Variables related to mental health exhibiting missing values exceeding 40% were excluded from the analysis. Subsequently, the random forest (RF) algorithm was employed to impute missing values in the remaining dataset. In order to mitigate the influence of dimensionality and enhance modeling efficiency, continuous variables were rescaled and standardized. The data distribution before imputation is presented in Supplementary Table 1 & 2.

Model development and Risk stratification

A binary classification model was constructed based on follow-up data and participant features to predict mortality. Model development included trials of various ML classifiers, including logistic regression, ridge regression, support vector machines, random forest and Extreme Gradient Boosting (XGBoost). The initial step involved cross validation on the selected models to determine the approximate range of optimal values for each parameter followed by deployment of the grid search method to select the best model through 10-fold cross validation approach. To assess the performance of each model receiver operating curve (ROC) and the corresponding area under the curve (AUC) values were computed. The model output was calibrated using Platt's scaling and the impact of this calibration was visualized by comparing the Brier score between the uncalibrated and the calibrated outputs.
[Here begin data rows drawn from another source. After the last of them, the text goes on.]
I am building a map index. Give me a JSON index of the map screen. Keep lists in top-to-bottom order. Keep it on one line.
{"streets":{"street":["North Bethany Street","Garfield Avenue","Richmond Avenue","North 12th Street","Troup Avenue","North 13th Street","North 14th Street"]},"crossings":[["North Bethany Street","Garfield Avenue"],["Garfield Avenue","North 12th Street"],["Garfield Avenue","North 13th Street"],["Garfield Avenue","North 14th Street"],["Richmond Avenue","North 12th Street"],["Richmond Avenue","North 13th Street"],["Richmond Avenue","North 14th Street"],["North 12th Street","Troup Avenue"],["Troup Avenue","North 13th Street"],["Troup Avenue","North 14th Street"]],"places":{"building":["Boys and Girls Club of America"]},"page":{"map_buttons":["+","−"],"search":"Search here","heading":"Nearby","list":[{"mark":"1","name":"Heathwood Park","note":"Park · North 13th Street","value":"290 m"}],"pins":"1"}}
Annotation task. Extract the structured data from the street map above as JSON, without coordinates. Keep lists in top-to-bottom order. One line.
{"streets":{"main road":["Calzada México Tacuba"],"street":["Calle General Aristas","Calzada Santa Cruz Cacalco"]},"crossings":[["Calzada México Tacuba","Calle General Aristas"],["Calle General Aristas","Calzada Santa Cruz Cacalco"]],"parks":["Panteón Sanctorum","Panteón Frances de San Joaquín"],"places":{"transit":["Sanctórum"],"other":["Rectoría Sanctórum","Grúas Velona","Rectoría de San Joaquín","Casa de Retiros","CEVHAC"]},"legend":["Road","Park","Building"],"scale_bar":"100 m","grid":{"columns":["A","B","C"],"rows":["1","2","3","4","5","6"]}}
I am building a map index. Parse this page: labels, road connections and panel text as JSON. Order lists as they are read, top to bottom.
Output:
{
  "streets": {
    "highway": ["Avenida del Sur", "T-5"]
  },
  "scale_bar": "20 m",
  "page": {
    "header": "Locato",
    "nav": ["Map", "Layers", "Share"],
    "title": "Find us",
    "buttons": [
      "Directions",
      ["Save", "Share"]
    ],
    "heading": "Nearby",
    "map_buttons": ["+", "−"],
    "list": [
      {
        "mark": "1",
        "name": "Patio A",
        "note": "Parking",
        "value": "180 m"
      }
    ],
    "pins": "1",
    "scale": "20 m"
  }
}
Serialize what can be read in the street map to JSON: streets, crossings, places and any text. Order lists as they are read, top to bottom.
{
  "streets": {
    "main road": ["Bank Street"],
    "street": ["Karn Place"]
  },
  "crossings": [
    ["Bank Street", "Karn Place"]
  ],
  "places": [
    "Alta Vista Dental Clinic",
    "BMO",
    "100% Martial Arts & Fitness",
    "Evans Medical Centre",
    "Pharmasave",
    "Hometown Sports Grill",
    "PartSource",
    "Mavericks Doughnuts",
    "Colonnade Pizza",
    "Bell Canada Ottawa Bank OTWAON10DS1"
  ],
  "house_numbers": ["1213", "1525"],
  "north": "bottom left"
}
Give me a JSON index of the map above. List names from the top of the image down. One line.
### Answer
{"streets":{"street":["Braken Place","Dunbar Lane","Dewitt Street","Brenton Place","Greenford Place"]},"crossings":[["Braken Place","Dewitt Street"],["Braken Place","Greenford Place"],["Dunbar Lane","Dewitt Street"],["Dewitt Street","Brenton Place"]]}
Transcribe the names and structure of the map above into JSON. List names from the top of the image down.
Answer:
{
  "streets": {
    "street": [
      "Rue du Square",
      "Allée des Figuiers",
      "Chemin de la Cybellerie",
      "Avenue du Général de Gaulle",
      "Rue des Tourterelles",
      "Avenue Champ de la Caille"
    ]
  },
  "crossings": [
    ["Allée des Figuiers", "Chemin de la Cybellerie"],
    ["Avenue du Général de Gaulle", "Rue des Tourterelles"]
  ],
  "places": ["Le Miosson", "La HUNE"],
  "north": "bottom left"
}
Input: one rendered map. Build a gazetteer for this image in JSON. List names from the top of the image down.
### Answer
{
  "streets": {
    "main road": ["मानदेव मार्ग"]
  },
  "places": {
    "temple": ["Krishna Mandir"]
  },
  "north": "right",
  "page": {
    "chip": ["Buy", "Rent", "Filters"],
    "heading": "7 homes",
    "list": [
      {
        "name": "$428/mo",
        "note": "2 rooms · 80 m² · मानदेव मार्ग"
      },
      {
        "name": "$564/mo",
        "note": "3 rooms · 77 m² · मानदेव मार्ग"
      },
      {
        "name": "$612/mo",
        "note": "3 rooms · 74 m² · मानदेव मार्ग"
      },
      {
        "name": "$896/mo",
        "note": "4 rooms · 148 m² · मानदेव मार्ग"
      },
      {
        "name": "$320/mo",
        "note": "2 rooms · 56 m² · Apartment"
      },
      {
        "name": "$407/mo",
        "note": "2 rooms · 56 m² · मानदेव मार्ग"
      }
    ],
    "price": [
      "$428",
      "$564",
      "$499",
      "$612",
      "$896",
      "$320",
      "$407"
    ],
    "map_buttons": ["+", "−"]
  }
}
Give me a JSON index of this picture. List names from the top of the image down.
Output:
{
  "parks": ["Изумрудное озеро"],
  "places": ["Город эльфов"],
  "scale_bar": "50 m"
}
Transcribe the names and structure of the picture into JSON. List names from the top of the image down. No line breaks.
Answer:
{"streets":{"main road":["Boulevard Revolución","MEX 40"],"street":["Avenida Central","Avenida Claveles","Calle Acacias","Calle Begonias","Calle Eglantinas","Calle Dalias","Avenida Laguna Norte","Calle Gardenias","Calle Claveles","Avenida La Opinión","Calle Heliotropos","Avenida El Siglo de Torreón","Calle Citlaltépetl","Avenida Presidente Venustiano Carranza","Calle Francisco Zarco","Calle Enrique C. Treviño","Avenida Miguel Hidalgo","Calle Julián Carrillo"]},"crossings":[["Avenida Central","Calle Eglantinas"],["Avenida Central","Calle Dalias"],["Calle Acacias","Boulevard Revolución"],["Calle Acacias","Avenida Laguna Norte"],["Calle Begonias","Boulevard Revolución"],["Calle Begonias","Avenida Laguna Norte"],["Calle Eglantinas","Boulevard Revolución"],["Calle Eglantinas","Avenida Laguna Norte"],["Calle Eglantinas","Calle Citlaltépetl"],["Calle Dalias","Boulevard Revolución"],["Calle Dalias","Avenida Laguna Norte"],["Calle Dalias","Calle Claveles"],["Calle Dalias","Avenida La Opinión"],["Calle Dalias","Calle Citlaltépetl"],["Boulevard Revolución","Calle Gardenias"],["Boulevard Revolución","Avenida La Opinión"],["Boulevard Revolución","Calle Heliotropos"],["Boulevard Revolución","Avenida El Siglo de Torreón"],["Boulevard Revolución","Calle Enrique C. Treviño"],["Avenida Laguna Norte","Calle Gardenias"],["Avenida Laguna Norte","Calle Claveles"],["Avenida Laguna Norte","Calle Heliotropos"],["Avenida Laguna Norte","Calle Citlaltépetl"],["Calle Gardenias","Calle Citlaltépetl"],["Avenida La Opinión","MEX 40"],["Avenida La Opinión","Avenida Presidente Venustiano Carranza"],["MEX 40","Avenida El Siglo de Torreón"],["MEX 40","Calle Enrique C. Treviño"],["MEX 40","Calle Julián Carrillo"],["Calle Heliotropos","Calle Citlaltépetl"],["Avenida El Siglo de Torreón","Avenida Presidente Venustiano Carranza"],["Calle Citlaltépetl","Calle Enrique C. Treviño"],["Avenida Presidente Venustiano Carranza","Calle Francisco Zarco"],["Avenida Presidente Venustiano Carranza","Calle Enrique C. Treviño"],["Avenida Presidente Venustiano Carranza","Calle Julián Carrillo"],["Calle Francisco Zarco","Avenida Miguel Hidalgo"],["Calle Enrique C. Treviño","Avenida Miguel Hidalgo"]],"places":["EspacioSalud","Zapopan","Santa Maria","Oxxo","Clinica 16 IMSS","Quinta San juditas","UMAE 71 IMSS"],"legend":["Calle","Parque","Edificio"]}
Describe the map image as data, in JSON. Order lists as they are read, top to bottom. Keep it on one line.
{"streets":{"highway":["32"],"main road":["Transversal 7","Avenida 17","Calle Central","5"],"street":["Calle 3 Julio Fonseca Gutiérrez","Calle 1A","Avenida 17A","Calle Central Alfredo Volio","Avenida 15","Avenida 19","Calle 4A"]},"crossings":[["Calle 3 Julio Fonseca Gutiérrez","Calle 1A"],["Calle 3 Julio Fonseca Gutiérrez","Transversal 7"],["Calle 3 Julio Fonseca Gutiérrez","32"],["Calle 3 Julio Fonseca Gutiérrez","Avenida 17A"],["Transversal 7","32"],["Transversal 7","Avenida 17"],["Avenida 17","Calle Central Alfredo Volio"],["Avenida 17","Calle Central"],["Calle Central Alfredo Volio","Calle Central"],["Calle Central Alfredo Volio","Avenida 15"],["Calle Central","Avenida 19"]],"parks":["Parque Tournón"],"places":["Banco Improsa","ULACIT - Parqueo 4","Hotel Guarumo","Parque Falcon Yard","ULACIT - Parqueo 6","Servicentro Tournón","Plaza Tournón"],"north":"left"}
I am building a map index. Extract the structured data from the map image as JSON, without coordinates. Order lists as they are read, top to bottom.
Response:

Participants were stratified into three groups based on the tertiles of the ten-year survival probability predicted by the model. The discriminative ability of the model was further validated by employing the log-rank test to compare the survival curves among these groups.

Feature importance based on machine learning models

To estimate feature importance ranking, as well as main effect of features and interaction effect between features, SHAP (Shapley Additive explanations) was employed. The SHAP is a useful and classical method to calculate the marginal contribution of features to the model’s output. This method provides insight from both global and local perspectives, particularly beneficial for interpreting "black box model".

Baseline characteristics

The cohort consisted of 7921 participants, with average age of 60.79±12.18, and 3866(48.81%) males. During an average follow-up period of 9.75 years, there were 1,911 deaths (24.13%), with 585 cases attributed to cardiovascular diseases. The detailed information was shown in the Table 1. In terms of lifestyle, there are differences between the all-cause mortality group and the cardiovascular disease mortality group and the alive group.

Performance of models

Table 2 presents the AUC scores for all models in predicting all-cause mortality and cardiovascular disease mortality. XGBoost demonstrated notable performance, achieving an AUC score of 0.848 for predicting all-cause mortality and 0.829 for predicting cardiovascular disease mortality, establishing it as the top-performing model. The grid search parameters dictionary and the optimal parameter values were displayed in the Supplementary Table 2. Following calibration, there was an improvement in Brier scores, and detailed information was described in the Supplementary Table 3. Figure 1 shows the calibrated and uncalibrated AUC scores of the XGBoost model. The calibrated score was 0.884, indicating that the model fits the data well.

Machine learning-based risk stratification

Depends on the calibrated output, participants were divided into three groups. Each group survival curve was shown in Figure 2. It can be seen from Supplementary Table 4 that there are significant differences in the survival curves for each group. This demonstrates that the model effectively distinguishes individuals with different risks of mortality.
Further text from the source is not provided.